Act on establishing the Office


The Parliament of the Republic of Hungary amended the Employment Act last year, thereby establishing a new middle management agency of the Budapest and County Labour Centres: the Central (or National) Employment Office and the Public Employment Service. Our Office is the centre of the Service. This new agency was built on the basis of the former National Centre for Labour Research and Methodology (previously known as the National Labour Centre). The act on the prevention of unemployment and unemployment provisions was adopted in 1991, after the political changes in Hungary. It was exactly 10 years ago that regional Labour Centres were created, supervising nearly 200 local job centres. The employment service has operated under the supervision of various ministries over the past decade, depending on the government structure of the time. Accordingly, the middle management organisation in charge of operational management has been transformed several times. Therefore, a National Labour Centre was established in 1991, and carried out the traditional middle management tasks in accordance with the directives of the controlling ministry. A radical change occurred in 1996 when the National Labour Centre was terminated and a great part of its responsibilities was transferred to the controlling ministry. So what had been a middle management body transformed into a research/methodology/IT centre without any substantial powers. However, it turned out in a few years that the strategic management required by the Government could not be combined appropriately in the Ministry with the operative responsibilities related to the functioning of the Labour Centres. This is why the need arose to adopt the above act and to establish the new Office with appropriate powers. In conjunction with the Ministry of Economic Affairs, we have already elaborated the division of powers and responsibilities.

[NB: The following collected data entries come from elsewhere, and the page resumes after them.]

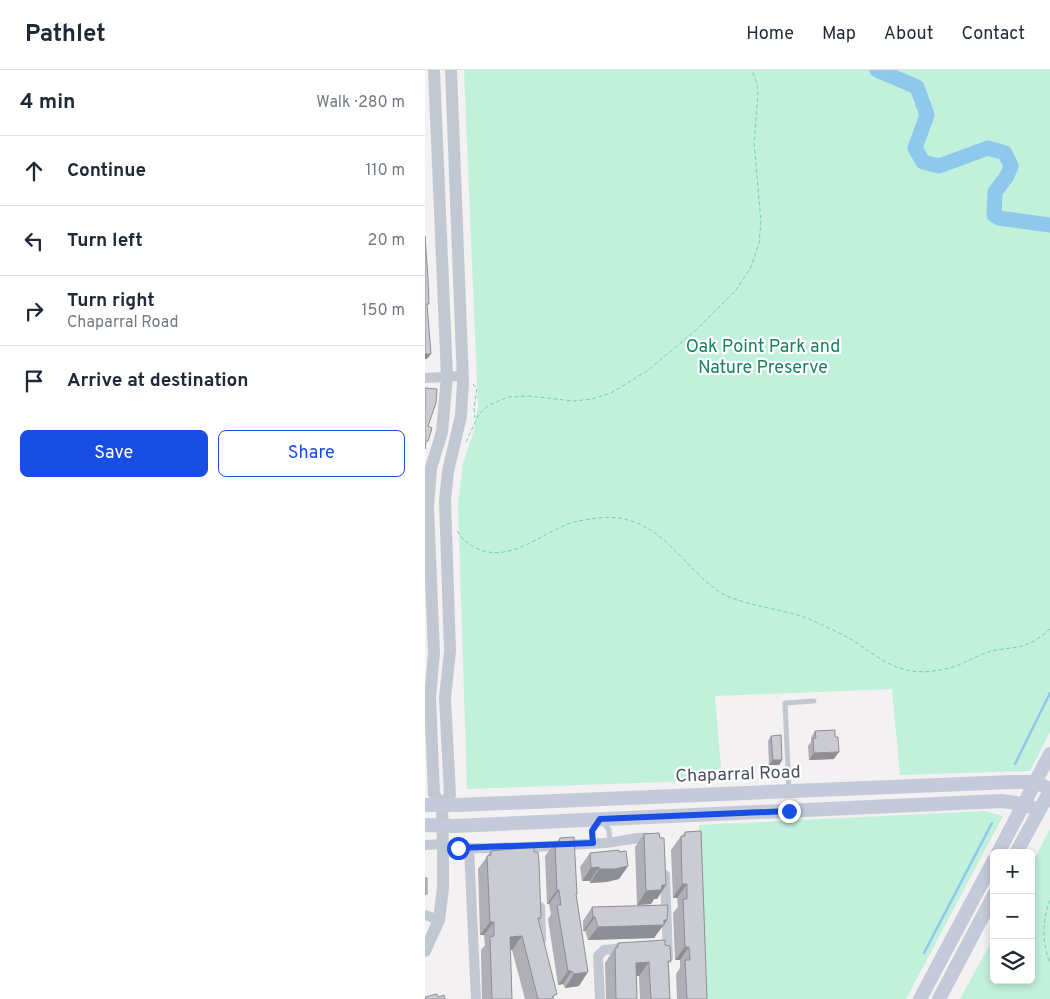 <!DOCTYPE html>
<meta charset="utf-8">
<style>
:root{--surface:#fff;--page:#f2f2f3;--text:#1f2937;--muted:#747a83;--line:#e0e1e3;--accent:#194ee5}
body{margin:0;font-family:Overpass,sans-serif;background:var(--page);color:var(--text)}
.controls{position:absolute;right:15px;bottom:15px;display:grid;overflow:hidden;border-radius:8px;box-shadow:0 2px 8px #0003}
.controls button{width:45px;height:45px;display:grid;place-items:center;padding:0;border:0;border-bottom:1px solid var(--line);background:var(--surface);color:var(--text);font:25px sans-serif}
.stop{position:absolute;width:15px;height:15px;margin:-11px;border:4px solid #194ee5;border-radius:50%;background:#fff}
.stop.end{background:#194ee5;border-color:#fff;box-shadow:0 1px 5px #0008}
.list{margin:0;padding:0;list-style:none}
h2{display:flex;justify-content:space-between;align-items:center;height:65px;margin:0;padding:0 20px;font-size:21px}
h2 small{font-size:16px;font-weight:400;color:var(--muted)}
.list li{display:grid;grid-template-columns:32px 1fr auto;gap:15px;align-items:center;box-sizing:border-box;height:70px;padding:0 20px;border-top:1px solid var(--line)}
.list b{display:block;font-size:19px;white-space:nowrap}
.list p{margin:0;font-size:16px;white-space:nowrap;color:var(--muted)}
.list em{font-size:16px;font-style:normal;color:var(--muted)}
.actions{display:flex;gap:10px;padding:15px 20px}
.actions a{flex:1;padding:11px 0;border:1px solid var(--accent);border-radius:8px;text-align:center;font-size:18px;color:var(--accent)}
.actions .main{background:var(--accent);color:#fff}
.icon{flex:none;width:28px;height:28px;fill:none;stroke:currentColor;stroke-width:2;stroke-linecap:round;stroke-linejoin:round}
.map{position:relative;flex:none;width:625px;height:929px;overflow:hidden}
header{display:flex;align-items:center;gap:30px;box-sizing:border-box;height:70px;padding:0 25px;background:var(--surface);border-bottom:1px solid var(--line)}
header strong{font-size:24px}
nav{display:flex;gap:28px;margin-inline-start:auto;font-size:18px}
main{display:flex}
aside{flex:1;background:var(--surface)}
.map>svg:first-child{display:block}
</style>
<header>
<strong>Pathlet</strong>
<nav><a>Home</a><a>Map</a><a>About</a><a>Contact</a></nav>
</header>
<main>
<aside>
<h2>4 min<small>Walk · 280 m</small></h2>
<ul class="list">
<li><svg class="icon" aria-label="ahead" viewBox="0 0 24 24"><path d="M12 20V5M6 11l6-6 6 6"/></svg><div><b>Continue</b></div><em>110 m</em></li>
<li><svg class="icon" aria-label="left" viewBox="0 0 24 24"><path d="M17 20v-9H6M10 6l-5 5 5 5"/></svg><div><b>Turn left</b></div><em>20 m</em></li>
<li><svg class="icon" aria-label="right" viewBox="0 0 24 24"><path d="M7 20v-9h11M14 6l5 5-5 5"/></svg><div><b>Turn right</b><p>Chaparral Road</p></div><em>150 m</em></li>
<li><svg class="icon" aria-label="arrive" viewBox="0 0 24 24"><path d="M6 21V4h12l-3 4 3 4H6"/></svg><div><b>Arrive at destination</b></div></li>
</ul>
<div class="actions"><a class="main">Save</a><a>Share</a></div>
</aside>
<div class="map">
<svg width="625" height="929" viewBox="0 0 625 929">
<rect width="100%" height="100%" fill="#f3f1f1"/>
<g fill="#c1f0db">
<polygon points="39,0 625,0 625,662 605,701 475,705 467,619 290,626 297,710 42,719 33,434 38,394 49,360 53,336"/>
<polygon points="559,741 578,746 481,929 281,929 274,755"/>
<polygon points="625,759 625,929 535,929 569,867 569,910 606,910 606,795"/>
</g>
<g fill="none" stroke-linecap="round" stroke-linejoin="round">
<g stroke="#8ec8ec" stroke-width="2.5">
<polyline points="590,694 625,623"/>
<polyline points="499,883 567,753"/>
</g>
<polyline stroke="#8ec8ec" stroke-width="15" points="452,0 492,17 502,45 490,78 498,92 514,96 563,78 580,83 586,96 582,106 570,122 569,145 574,148 625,155"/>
<g stroke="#78ceb3" stroke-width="1" stroke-dasharray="4 2.5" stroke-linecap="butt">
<polyline points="48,314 52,318 49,338 50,348"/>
<polyline points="41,372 54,344 64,335 83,327 103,326 149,331 167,329 186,323 222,301 270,261 311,220 326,197 334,173 336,152 329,73 333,24 332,14 327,0"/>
<path d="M32,461C37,469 42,474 51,478C85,495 118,461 149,452C163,449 181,446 194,448C239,455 259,497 293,521C311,534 356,539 379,547C394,553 410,561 424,568C444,580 463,598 487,601C498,603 510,601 521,599C535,596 549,587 563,582C575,578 591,579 603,574C611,571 618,565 625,559"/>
<path d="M625,830C617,849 617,875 625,893"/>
</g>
<g stroke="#c2c8d2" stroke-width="5">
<polyline points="364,721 360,633 389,631"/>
<polyline points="178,752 184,760 185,772"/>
<polyline points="168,773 167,761 172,752"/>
</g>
<g stroke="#c2c8d2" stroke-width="10">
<polyline points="0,308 37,306"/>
<polyline points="0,775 18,774"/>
<path d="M33,778C82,779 131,776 180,773C195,772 215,765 230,769"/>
<polyline points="44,778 51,929"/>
<polyline points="240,805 243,888"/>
<polyline points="115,837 116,870"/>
<polyline points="0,845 14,850"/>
<polyline points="175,929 173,886 179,880 201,878"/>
</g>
<g stroke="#c2c8d2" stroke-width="12">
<polyline points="17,736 25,725 20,628 25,581 20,430 23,401 36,346 38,312 26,0"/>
<polyline points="0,881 14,850 18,818 18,777 17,736 9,724 5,628 9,583 3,437 6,398 17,362 22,307 9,0"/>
</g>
<g stroke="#c4cad9" stroke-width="14">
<polyline points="0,735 32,735 587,712 610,712 625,719"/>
<polyline points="0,755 29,756 577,731 598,734 614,740"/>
<polyline points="573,783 625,684"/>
<polyline points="591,783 625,721"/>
<polyline points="495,929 569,790"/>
<polyline points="514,929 569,825"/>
</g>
</g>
<g fill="#afafb5">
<polygon points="390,661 409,689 384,690 383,676 386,672 386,668"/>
<polygon points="346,666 357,690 354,695 344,695 343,671"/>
<polygon points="260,762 282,929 252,929 251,904 255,898 255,890 250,890 248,843 253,837 252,828 248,828 246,780 256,766 257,766"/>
<polygon points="219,764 232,829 229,829 226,834 212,835 210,777"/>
<polygon points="135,768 151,826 154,916 140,918 138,914 133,915 123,849 126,844 124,834 122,834 120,786 130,773 132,772"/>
<polygon points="66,781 116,848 114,851 129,929 100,929 87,880 85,880 87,929 57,929 56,880 60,875 59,865 55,865 53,799"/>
<polygon points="194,782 203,796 194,809 181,812 165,813 165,811 157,811 155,797 165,783"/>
<polygon points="167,837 242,850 229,868 163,870 160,861 158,861 158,851"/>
<polygon points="193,873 244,895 245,929 215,929 214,906 211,906 212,929 181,929 180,893"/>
</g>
<g fill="#8e8f94">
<polygon points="0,284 6,284 2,289 0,289"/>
<polygon points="414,682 409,689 384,690 389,683"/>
<polygon points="348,690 357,690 354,695 344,695"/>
<polygon points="203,796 194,809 181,812 165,813 174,799"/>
<polygon points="174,797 165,811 157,811 166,798"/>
<polygon points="257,814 262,814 252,828 248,828"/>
<polygon points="237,815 241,815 232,829 229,829 226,834 212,835 221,821"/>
<polygon points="132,820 134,820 124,834 122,834"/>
<polygon points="168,847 170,847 160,861 158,861"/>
<polygon points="242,850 229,868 163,870 173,857"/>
<polygon points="65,852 69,852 59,865 55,865"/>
<polygon points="97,866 87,880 75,881 85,867"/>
<polygon points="260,877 264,877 255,890 250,890"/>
<polygon points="224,892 214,906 202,906 211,893"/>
<polygon points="143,901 147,901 138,914 133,915"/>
<polygon points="163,902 154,916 140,918 149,904"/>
</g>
<g fill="#cbccd3" stroke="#8e8f94">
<polygon points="0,166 3,208 4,234 2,234 6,284 0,284"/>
<polygon points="0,318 12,319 11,333 3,356 7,358 3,371 1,371 0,379"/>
<polygon points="410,660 410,667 413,667 414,682 389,683 388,669 391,668 390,661"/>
<polygon points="356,665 357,690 348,690 346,666"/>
<polygon points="276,761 282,929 262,929 260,890 265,890 264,877 260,877 258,829 262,829 262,814 257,814 256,766 260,766 260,762"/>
<polygon points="234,763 235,768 239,768 241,815 237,815 236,820 221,821 219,764"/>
<polygon points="149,767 152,824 151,824 163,902 149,904 147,901 143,901 132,835 136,835 134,820 132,820 130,773 134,772 135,768"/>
<polygon points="109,777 109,782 113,782 114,792 116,848 113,848 132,924 128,926 127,929 113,929 97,866 85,867 87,929 67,929 65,867 69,866 69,852 65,852 62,786 66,785 66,781"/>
<polygon points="194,780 194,782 201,781 203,796 190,799 174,799 174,797 166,798 165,783"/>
<rect x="0" y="808" width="2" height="16"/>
<polygon points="243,835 242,850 239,850 239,855 173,857 170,847 168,847 167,837"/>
<polygon points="240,870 240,875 245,876 246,891 243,891 245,929 226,929 224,892 211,893 212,929 191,929 190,879 193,877 193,873"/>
<polygon points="12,924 13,927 19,925 20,929 1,929 0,927"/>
</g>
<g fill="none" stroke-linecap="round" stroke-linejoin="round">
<polyline stroke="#194ee5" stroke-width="6" points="33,778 168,773 167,761 175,749 364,741"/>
</g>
<g text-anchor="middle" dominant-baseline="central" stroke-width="4.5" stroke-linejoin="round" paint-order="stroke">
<g font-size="18" fill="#18825f" stroke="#fff">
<text x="338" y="277">Oak Point Park and<tspan x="338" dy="21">Nature Preserve</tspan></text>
</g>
<g font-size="18" fill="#49505f" stroke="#fff">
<text transform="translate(313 705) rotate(-2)">Chaparral Road</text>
</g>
</g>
</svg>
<div class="controls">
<button>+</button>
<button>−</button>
<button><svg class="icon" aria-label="layers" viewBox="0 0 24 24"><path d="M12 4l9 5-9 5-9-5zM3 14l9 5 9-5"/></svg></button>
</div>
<div class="stop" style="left:33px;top:778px"></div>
<div class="stop end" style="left:364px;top:741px"></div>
</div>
</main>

Strategic shift in key objectives


When the employment service was established the key tasks were to stabilise the organisation and also to manage unprecedented unemployment levels without conflicts. However, a lot has changed in the past 10 years: the organisation has grown stronger, unemployment has declined, and the number of people in employment has grown perceptibly over the past few years. The economy has leapt onto a fast growth track, and a growing number of areas and companies are now facing a shortage of workforce. We have also found it increasingly hard to satisfy the growing demand for workforce with the supply of registered unemployed people, while motivating the long-term unemployed to work and making them employable have become testing tasks in their own right. The organisation has had to move gradually from distributing benefits, i.e. an administrative authority task, to using active measures to help people find their way back to the primary labour market, as well as to monitoring the efficiency of using public funds and to tracking the movement of funds.

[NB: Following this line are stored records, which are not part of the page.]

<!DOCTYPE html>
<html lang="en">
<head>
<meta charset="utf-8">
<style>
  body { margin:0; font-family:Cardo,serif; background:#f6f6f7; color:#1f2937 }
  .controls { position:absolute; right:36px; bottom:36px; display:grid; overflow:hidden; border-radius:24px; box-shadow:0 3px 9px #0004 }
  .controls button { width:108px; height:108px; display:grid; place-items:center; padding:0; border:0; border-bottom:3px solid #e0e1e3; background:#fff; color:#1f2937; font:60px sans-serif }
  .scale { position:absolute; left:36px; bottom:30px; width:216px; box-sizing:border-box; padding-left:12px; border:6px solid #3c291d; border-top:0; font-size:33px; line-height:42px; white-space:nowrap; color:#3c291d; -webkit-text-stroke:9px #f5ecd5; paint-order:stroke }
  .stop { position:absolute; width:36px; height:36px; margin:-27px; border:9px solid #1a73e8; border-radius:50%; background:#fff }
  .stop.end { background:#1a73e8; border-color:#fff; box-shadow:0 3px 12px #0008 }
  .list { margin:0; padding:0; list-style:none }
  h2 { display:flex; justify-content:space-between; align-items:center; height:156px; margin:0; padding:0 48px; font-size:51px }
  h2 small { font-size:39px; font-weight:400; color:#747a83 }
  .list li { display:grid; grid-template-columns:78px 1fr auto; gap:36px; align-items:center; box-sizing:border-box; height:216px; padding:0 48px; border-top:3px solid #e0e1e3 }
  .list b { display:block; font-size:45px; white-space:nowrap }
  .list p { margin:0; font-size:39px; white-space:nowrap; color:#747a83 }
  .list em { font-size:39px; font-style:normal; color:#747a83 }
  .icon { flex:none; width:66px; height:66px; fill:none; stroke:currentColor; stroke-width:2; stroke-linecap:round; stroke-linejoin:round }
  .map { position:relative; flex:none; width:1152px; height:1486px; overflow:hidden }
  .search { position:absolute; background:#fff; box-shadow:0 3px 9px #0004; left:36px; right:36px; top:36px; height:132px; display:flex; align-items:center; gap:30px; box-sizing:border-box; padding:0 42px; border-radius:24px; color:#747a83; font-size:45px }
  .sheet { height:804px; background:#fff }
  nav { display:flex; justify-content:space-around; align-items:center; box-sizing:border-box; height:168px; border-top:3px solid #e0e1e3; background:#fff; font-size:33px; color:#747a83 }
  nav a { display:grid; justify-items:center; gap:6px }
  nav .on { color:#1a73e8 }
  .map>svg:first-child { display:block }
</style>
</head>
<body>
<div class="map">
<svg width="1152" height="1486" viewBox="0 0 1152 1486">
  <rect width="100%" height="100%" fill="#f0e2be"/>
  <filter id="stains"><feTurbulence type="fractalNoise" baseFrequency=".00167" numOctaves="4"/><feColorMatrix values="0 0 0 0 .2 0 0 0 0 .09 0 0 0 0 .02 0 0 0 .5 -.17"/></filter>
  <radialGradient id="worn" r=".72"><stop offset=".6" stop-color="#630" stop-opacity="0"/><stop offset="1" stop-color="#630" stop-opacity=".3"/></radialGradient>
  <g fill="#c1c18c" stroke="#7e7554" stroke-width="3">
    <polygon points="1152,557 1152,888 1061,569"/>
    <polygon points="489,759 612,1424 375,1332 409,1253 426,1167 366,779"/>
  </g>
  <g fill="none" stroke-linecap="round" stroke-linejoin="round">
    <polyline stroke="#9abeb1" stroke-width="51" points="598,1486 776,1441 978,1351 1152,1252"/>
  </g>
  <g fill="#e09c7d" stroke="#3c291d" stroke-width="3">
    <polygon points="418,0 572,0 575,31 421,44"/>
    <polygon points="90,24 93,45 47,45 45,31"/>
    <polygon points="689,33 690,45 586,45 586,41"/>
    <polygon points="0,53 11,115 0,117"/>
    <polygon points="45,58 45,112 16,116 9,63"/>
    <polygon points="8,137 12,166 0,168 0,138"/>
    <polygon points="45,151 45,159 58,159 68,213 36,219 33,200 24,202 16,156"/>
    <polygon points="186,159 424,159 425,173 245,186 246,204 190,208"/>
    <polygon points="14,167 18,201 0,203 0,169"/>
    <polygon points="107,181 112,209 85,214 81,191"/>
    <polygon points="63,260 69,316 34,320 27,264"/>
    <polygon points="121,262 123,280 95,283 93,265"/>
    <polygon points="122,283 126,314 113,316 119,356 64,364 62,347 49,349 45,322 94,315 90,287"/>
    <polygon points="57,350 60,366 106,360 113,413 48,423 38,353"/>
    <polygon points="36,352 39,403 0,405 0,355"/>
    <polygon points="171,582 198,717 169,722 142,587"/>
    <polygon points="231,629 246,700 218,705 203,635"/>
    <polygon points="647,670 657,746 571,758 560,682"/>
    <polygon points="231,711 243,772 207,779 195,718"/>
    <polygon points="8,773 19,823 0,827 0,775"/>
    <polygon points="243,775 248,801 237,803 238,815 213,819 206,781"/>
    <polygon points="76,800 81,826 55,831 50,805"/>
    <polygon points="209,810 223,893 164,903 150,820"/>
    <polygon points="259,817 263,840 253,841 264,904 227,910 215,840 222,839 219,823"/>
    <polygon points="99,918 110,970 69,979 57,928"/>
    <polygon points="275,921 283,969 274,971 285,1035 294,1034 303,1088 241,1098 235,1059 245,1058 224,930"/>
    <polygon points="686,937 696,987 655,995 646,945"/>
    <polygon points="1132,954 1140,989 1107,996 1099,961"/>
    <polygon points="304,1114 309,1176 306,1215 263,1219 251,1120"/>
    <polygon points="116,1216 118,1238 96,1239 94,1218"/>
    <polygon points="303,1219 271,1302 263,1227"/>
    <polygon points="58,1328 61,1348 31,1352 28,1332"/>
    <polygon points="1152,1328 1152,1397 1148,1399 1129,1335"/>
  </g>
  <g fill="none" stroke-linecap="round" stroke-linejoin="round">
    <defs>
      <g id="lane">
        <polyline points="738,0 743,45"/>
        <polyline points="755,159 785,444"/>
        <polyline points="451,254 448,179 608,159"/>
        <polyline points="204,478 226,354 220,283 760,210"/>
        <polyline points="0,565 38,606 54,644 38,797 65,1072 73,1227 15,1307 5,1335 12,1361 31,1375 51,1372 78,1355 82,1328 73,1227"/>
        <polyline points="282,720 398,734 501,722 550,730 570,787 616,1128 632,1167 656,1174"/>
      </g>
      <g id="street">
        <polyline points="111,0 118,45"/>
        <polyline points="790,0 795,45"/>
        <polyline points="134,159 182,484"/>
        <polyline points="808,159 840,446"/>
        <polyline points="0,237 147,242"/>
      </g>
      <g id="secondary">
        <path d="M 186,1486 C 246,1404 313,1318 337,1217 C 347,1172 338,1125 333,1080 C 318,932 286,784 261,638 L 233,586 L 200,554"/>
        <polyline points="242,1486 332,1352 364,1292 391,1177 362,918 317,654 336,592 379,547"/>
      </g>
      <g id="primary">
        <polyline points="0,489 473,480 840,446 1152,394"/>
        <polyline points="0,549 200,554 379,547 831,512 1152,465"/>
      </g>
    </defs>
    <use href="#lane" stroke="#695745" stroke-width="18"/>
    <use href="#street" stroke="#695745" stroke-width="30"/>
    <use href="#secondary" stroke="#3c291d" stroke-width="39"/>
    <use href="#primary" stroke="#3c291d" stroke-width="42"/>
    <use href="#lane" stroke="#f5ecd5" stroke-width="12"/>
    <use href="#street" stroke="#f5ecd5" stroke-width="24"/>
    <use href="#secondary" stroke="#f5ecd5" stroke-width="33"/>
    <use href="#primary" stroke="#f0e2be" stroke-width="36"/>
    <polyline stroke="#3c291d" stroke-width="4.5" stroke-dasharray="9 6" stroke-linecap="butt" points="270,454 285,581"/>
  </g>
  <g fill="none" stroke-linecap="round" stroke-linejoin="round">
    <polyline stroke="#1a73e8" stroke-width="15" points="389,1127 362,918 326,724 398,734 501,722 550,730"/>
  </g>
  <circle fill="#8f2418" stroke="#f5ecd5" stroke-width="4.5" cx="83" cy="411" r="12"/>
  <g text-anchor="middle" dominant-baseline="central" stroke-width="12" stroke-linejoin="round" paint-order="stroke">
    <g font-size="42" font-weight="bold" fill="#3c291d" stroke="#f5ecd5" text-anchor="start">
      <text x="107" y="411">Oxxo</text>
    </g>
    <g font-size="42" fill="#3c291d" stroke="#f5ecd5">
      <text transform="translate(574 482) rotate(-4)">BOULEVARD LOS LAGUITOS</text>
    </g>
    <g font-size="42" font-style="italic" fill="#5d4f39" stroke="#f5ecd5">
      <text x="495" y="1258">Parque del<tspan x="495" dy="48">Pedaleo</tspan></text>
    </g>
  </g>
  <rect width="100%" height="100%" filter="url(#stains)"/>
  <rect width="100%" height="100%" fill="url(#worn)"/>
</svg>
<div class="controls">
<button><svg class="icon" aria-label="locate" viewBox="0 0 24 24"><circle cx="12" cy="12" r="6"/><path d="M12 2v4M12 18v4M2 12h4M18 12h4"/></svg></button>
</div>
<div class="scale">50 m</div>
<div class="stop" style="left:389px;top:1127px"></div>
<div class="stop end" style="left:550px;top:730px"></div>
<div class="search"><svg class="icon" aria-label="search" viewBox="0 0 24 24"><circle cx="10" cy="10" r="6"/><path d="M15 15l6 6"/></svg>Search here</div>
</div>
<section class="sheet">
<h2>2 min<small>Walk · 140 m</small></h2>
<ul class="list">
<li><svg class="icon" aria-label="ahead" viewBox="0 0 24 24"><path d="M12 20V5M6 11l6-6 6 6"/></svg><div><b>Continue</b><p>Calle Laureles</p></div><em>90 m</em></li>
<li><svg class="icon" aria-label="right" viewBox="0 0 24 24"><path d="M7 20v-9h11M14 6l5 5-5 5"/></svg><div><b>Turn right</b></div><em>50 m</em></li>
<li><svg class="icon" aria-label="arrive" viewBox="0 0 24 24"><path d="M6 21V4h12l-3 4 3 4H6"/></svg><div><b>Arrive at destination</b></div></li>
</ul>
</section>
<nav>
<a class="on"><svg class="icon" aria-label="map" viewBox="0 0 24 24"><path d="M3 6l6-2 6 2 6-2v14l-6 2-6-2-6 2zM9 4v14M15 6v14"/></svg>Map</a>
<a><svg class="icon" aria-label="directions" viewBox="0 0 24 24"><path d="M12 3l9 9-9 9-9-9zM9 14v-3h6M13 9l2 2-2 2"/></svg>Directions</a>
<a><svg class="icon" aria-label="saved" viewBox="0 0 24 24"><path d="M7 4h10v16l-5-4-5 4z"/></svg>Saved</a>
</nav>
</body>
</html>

In short, the strategy shift meant that our objectives became to promote employment growth, to make the unemployed employable, and to shorten the time spent without a job.

In order to achieve the above objectives, we have had to increase the role of the Public Employment Service and its participation in the entire labour market turnover, making sure that the workforce supply increasingly meets the requirements of a knowledge-based society in terms of qualifications. Our work must be done in such a way as to satisfy not only domestic demand but also the requirements posed by the approaching EU accession. We also fulfil our tasks according to the four pillars set out in the EU’s annual Employment Policy Guidelines. Of these pillars, most of the work is required by the pillar called Employability Improvement. In order to enhance employment we must handle the unemployed and inactive population in a special way, since we also need jobs geared to their skills. Obviously, we also have tasks related to the implementation of other EU requirements (pillars), above all supporting entrepreneurs and ensuring equal opportunities for women.

We aim to expand our client base this year amidst a declining number of registered unemployed. We put a lot of emphasis on liaising with companies, identifying new vacancies, and on placing those already employed in better jobs. We endeavour to establish cooperation with the growing number of private placement and recruitment agencies. We cooperate with NGOs and foundations established for purposes of promoting employment. These organisations, by nature, may help the disadvantaged unemployed to find their way back to the labour market more effectively and more economically than the public employment service. This obviously does not mitigate our responsibility. We keep track of the disadvantaged people’s fate and the employment service helps them whenever necessary.

Concerning spending under the Labour Market Fund, the role of passive measures keeps decreasing year after year, and this process is accompanied by a consequent rise in active measures that help people re-enter the labour market. We intend to reinforce this process and make the scope of complex labour market programmes general as opposed to a focus on funding individual measures.



Taking the EU requirements into account


Based on preliminary discussions, our country is expected to become a full member of the EU in 2004. Therefore, we increasingly define our tasks in keeping with the guidelines around the four pillars approved by the EU. We are also mindful of the fact the European Commission highlighted the modernisation of public employment services in a dedicated communiqué in 1998. We are preparing for the absorption of the European Social Fund. Since this is only possible after our accession, we are developing pilot projects under the Phare programmes in the first place to help these preparations. Labour market retraining with a practical focus on employability improvement, and placement in jobs afterwards will play important roles in the actions planned under the projects. These projects are being implemented in the 2001-2003 timeframe in three regions of the country, including Northern Hungary, the Northern Plain and the Southern Plain. The competent Labour Centres are involved in the implementation process. The role of the Central Employment Office is to implement coordination and to disseminate good practice.